→ **What the exercise asks**
Tally every line in the data that has the word "import" and report only the total.

** Opening Data in this exercise block **

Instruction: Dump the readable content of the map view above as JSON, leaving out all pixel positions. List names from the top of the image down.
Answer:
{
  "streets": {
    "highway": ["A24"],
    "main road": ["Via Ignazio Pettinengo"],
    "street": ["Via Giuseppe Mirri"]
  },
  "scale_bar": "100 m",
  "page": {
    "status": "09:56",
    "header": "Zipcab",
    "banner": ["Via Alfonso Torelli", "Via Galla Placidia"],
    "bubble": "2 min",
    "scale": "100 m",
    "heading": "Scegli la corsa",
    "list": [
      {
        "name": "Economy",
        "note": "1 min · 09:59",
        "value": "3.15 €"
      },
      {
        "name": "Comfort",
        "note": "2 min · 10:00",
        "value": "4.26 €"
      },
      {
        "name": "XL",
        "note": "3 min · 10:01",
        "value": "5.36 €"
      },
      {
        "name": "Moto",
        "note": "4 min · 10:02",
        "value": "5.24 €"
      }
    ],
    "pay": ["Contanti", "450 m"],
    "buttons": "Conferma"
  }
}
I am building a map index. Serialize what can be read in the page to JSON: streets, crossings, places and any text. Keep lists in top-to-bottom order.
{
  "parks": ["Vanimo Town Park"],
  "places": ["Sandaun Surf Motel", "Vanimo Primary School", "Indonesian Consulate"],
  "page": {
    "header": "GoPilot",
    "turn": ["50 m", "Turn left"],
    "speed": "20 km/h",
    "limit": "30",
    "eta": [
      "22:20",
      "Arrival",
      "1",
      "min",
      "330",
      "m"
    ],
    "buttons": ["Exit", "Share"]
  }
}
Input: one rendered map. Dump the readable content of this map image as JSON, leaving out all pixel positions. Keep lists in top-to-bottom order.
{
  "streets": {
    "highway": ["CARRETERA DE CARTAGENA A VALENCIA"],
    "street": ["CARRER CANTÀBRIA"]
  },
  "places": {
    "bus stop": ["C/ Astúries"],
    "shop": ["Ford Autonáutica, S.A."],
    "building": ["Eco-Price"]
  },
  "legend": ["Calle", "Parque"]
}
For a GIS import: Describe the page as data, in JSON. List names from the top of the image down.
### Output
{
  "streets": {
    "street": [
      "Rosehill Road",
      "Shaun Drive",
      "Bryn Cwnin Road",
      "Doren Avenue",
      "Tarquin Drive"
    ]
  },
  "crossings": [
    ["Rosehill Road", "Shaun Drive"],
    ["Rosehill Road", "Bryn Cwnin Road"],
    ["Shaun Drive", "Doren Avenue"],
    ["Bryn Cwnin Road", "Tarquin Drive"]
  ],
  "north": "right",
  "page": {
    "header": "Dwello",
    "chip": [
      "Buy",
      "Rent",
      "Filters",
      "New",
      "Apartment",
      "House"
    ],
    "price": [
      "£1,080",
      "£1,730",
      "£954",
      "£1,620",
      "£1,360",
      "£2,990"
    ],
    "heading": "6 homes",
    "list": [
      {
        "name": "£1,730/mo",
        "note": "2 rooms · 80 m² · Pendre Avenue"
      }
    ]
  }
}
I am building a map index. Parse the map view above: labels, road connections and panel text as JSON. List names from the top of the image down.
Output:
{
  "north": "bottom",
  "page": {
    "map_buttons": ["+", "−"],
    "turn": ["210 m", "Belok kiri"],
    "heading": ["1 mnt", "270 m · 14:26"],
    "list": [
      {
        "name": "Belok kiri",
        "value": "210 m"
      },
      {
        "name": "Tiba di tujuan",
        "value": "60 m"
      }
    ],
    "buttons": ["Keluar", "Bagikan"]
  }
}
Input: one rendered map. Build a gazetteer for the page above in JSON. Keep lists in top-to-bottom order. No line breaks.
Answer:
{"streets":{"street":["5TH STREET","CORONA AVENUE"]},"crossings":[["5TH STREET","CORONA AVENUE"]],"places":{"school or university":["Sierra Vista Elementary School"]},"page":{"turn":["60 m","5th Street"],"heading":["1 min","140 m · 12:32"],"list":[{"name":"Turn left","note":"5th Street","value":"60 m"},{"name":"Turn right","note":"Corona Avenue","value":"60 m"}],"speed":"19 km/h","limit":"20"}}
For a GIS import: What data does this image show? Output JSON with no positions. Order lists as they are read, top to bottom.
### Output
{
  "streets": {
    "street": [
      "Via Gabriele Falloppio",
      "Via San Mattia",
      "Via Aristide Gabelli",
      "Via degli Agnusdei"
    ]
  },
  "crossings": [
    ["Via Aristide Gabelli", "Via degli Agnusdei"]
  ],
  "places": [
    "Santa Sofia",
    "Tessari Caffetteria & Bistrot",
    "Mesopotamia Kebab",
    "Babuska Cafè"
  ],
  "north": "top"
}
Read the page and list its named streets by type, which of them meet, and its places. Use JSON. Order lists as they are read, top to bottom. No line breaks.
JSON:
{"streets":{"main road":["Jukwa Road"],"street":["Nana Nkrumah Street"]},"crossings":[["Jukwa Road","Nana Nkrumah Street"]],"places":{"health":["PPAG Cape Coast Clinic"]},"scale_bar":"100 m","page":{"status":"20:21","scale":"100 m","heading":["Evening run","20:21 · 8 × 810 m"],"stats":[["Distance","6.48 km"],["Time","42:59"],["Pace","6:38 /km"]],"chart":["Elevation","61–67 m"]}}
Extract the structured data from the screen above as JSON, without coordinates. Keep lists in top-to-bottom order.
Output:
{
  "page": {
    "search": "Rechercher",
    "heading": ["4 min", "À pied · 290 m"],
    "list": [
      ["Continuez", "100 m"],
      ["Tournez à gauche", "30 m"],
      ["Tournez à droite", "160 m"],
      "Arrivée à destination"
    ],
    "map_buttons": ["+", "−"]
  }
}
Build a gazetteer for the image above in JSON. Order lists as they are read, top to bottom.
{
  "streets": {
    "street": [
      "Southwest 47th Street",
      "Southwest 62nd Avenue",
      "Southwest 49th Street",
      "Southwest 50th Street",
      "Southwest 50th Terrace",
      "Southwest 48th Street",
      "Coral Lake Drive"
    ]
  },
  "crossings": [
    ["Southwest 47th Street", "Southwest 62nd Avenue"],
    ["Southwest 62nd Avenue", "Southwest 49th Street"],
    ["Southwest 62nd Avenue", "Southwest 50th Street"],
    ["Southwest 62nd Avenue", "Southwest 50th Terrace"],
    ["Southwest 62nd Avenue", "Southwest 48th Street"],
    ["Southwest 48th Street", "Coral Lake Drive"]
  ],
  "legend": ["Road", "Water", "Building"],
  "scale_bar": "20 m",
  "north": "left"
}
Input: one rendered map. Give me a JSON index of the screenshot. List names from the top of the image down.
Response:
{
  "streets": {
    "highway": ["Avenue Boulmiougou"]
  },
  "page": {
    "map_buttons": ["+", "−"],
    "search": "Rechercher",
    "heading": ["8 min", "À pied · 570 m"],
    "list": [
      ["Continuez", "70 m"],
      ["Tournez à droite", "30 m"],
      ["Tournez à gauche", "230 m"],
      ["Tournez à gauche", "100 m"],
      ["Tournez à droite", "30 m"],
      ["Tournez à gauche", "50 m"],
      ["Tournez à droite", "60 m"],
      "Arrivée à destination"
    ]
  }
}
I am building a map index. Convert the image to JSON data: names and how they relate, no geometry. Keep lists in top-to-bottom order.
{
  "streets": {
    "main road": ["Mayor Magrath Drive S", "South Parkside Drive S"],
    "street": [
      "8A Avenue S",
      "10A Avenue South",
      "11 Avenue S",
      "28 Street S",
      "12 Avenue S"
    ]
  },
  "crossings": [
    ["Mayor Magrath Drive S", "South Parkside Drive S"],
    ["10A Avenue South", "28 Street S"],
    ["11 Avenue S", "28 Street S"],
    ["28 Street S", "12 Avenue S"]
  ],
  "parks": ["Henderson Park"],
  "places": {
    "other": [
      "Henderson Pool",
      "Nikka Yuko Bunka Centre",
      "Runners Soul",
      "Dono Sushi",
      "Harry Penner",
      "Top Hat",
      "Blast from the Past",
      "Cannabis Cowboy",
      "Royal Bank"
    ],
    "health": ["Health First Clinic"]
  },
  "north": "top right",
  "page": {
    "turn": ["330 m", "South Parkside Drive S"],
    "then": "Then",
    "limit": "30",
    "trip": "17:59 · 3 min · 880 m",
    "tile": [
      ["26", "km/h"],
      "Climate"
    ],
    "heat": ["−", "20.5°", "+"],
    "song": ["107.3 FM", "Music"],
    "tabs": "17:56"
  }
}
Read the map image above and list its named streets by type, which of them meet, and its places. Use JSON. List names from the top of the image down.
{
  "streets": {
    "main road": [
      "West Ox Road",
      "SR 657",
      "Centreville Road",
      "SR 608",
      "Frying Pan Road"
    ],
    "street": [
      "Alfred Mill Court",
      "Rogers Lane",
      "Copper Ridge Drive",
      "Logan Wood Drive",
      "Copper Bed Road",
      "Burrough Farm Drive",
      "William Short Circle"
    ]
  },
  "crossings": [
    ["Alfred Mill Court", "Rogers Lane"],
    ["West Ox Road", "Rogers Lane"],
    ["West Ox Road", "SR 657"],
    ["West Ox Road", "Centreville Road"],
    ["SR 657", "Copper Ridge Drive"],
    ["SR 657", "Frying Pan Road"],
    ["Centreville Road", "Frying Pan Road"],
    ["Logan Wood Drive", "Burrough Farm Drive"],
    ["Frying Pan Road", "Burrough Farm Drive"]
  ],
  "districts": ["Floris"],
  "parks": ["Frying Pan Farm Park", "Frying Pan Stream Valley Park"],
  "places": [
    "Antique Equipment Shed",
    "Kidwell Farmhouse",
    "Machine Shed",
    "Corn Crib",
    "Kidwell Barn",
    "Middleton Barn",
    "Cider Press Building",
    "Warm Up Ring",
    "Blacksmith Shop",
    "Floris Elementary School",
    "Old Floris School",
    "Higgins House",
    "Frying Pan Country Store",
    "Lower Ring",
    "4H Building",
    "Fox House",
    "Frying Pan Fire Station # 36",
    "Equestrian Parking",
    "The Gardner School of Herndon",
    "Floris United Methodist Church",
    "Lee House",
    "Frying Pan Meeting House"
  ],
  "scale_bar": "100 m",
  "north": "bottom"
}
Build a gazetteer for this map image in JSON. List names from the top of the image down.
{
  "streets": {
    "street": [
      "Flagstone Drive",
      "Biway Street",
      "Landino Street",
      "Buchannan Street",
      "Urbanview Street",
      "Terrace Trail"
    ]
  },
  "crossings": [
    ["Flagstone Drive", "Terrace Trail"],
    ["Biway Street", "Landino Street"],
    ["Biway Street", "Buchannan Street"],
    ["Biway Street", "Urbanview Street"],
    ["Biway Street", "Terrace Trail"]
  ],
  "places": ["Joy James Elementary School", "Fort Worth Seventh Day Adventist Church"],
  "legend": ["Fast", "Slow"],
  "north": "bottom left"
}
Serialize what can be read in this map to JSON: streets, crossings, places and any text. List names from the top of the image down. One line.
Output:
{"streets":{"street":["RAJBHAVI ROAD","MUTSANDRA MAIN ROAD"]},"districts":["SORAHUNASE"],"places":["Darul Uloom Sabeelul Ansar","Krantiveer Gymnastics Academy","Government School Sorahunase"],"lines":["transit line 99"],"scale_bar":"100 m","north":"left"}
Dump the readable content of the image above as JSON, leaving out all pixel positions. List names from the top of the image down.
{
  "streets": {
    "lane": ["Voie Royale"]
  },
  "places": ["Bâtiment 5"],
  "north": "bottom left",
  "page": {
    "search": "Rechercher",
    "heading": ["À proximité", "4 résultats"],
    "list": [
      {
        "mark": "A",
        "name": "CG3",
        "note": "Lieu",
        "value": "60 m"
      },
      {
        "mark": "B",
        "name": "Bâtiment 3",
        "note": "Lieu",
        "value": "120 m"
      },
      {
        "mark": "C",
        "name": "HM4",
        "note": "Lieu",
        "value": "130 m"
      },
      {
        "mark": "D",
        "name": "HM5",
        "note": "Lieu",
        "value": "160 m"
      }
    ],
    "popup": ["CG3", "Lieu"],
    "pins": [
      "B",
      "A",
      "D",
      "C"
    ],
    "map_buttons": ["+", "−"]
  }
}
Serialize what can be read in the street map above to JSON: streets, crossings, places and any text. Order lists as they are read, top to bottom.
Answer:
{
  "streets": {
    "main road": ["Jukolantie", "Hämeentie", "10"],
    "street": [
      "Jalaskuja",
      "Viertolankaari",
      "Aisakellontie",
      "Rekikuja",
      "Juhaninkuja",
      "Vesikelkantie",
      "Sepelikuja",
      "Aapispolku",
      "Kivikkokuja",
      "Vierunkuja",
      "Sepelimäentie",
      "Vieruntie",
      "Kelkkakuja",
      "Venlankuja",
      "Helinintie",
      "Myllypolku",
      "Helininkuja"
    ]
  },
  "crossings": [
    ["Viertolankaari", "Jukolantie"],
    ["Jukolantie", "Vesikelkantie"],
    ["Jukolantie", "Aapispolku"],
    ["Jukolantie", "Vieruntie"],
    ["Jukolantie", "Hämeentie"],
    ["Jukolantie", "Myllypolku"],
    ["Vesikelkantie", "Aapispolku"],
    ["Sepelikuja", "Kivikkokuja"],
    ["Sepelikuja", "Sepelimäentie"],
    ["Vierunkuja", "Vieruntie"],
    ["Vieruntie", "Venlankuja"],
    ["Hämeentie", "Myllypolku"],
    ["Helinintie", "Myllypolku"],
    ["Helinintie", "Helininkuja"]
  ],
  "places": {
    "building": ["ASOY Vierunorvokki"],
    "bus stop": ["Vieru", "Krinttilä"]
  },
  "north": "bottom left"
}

** Closing Data in this exercise block **

→ **Your solution**
2